Using Transfer Learning and Pre-trained Language Models to Classify Spam

Transfer learning, an approach where a model developed for a task is reused as the starting point for a model on a second task, is an important approach in machine learning. Prior knowledge from one domain and task is leveraged into a different domain and task.

Transfer learning, therefore, draws inspiration from human beings, who are capable of transferring and leveraging knowledge from what they have learned in the past for tackling a wide variety of tasks.

In computer vision, great advances have been made using transfer learning approach, with pre-trained models being used as a starting point. This has sped up training and improved the performance of deep learning models. This is attributed to the availability of huge datasets like ImageNet, that have enabled the development of state-of-the-art pre-trained models used for transfer learning.

Until recently, the natural language processing community was lacking its ImageNet equivalent. But development of transfer learning techniques in NLP continues to gain traction. In NLP, transfer learning techniques are mainly based on pre-trained language models, which repurpose and reuse deep learning models trained in high-resource languages and domains.

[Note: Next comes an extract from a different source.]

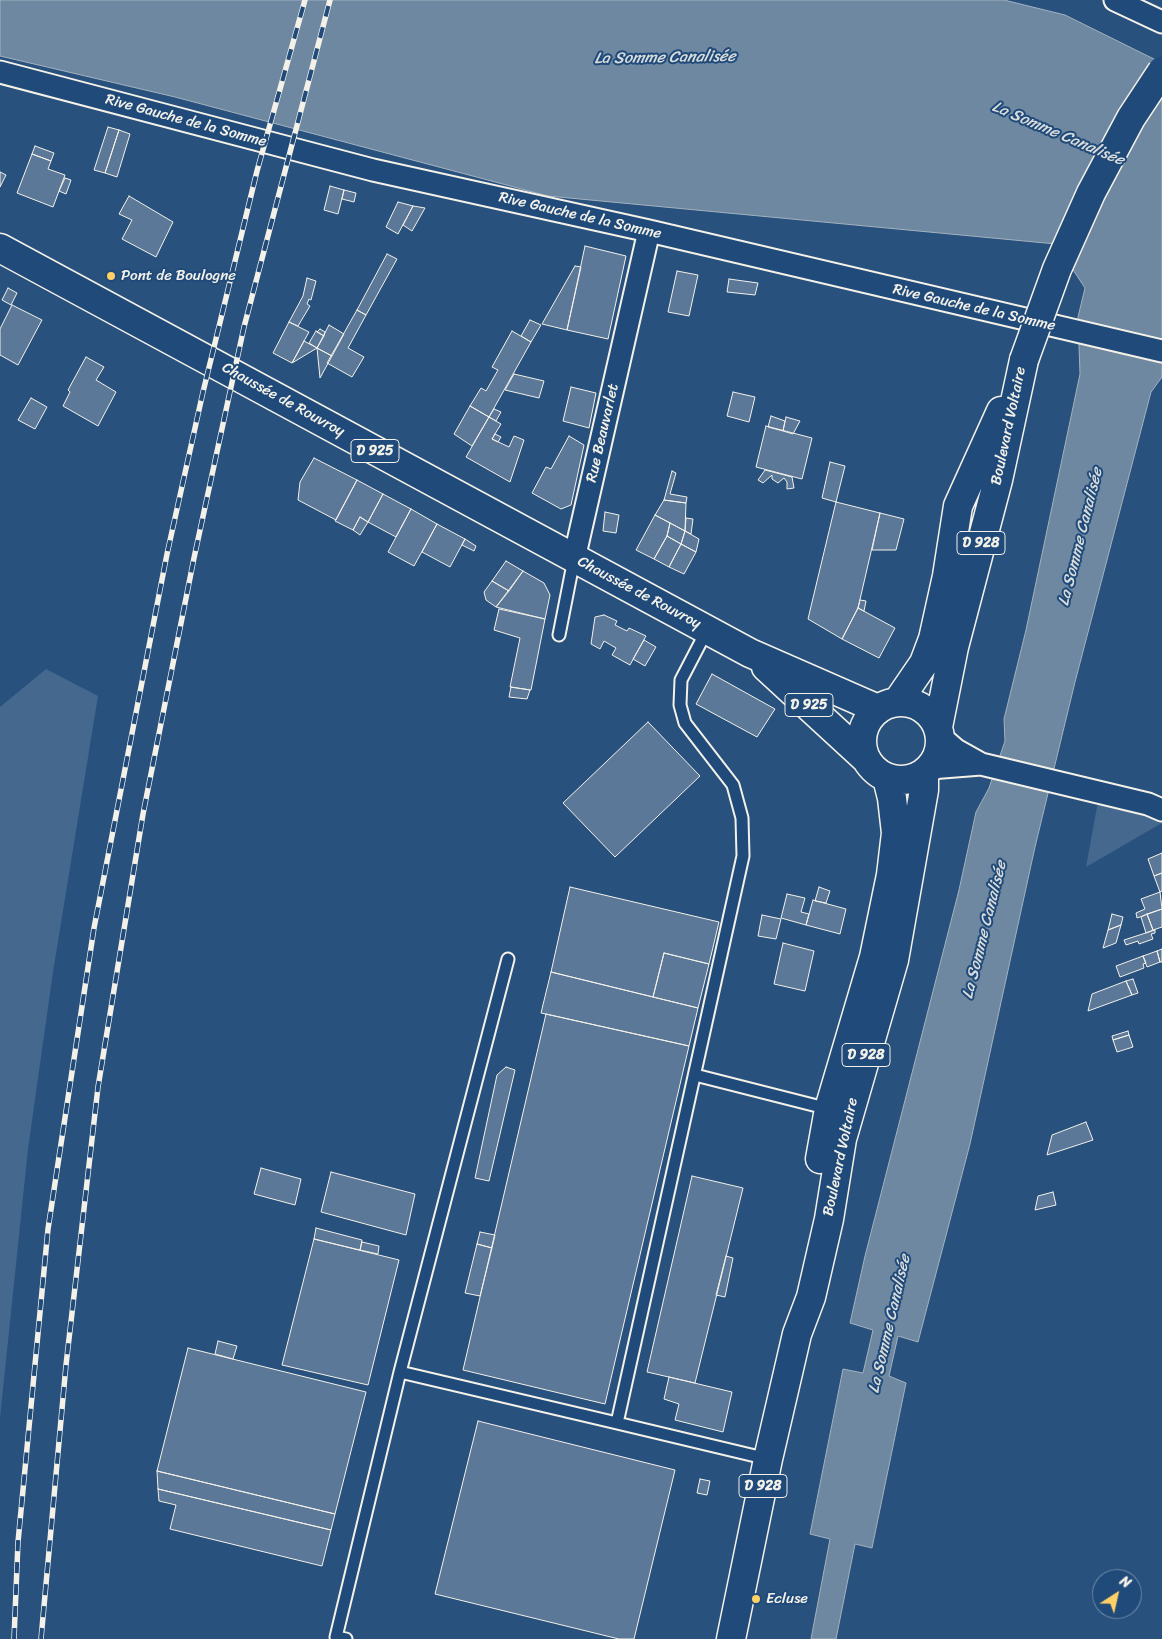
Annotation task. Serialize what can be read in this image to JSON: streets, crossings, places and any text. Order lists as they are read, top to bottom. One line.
{"streets":{"main road":["Chaussée de Rouvroy","Boulevard Voltaire","D 925","D 928"],"street":["Rive Gauche de la Somme","Rue Beauvarlet"]},"crossings":[["Rive Gauche de la Somme","Rue Beauvarlet"],["Chaussée de Rouvroy","Boulevard Voltaire"],["Chaussée de Rouvroy","Rue Beauvarlet"],["Boulevard Voltaire","D 928"]],"water":["La Somme Canalisée"],"places":["Pont de Boulogne","Ecluse"],"north":"top right"}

The pre-trained models are then fine-tuned for downstream tasks, often in low-resource settings. The downstream tasks include part-of-speech tagging, text classification, and named-entity recognition, among others.

Contextualized Embeddings

Word embedding plays a critical role in the realization of transfer learning in NLP. The intuition behind word embeddings is that words are represented as low-dimensional vectors that capture both the syntax and semantics of the text corpus. Words with similar meanings tend to occur in similar context.

The word representations are learned by exploiting vast amounts of text corpora. A popular implementation of word embeddings is the Word2Vec model which has two training options—Continuous Bag of Words and the Skip-gram model. Word embeddings are often used as the first data processing layer in a deep learning model.

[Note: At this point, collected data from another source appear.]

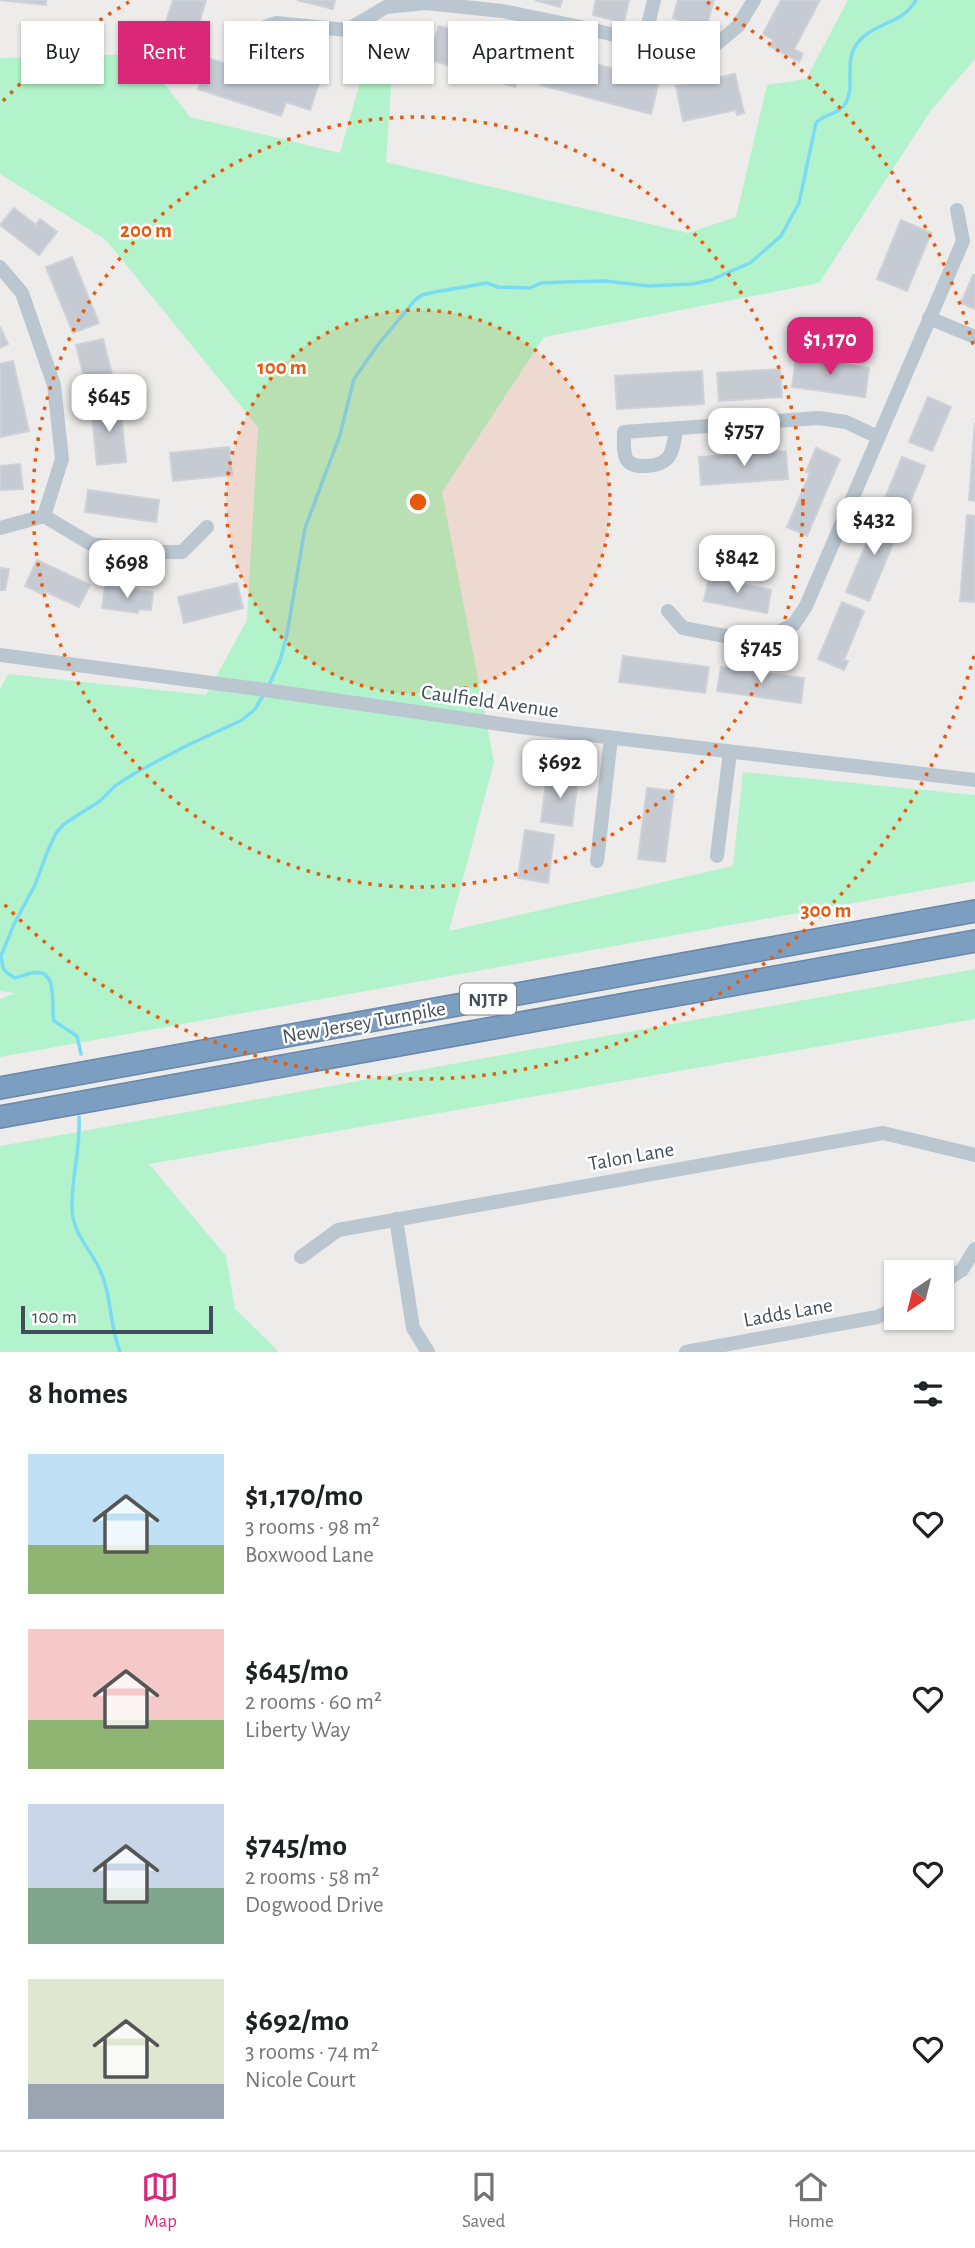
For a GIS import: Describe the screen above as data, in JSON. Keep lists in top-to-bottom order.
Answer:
{
  "streets": {
    "highway": ["NJTP", "New Jersey Turnpike"],
    "street": ["Caulfield Avenue", "Talon Lane", "Ladds Lane"]
  },
  "scale_bar": "100 m",
  "north": "bottom left",
  "page": {
    "chip": [
      "Buy",
      "Rent",
      "Filters",
      "New",
      "Apartment",
      "House"
    ],
    "price": [
      "$1,170",
      "$645",
      "$757",
      "$432",
      "$842",
      "$698",
      "$745",
      "$692"
    ],
    "scale": "100 m",
    "heading": "8 homes",
    "list": [
      {
        "name": "$1,170/mo",
        "note": "3 rooms · 98 m² · Boxwood Lane"
      },
      {
        "name": "$645/mo",
        "note": "2 rooms · 60 m² · Liberty Way"
      },
      {
        "name": "$745/mo",
        "note": "2 rooms · 58 m² · Dogwood Drive"
      },
      {
        "name": "$692/mo",
        "note": "3 rooms · 74 m² · Nicole Court"
      }
    ],
    "tabs": ["Map", "Saved", "Home"]
  },
  "rings": ["200 m", "100 m", "300 m"]
}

One limitation of standard word embedding techniques such as Word2Vec, fasttext, and Glove is that they aren’t able to better disambiguate between the correct sense of a given word. In other words, each instance of a given word ends up having the same representation regardless of the context in which it appears.

Recently, contextual word embeddings such as Embeddings from Language Models (ELMo) and Bidirectional Encoder Representations from Transformers (BERT) have emerged. These techniques generate embeddings for a word based on the context in which the word appears, thus generating slightly different embeddings for each of word’s occurrence.

ELMo uses a combination of independently trained left-to-right and right-to-left LSTMs to generate features for downstream tasks. On the other hand, BERT representations are jointly conditioned on both the left and right context and use the Transformer, a neural network architecture based on a self-attention mechanism. The Transformer has been shown to have superior performance in modeling long-term dependencies in the text, compared to recurrent neural network architecture.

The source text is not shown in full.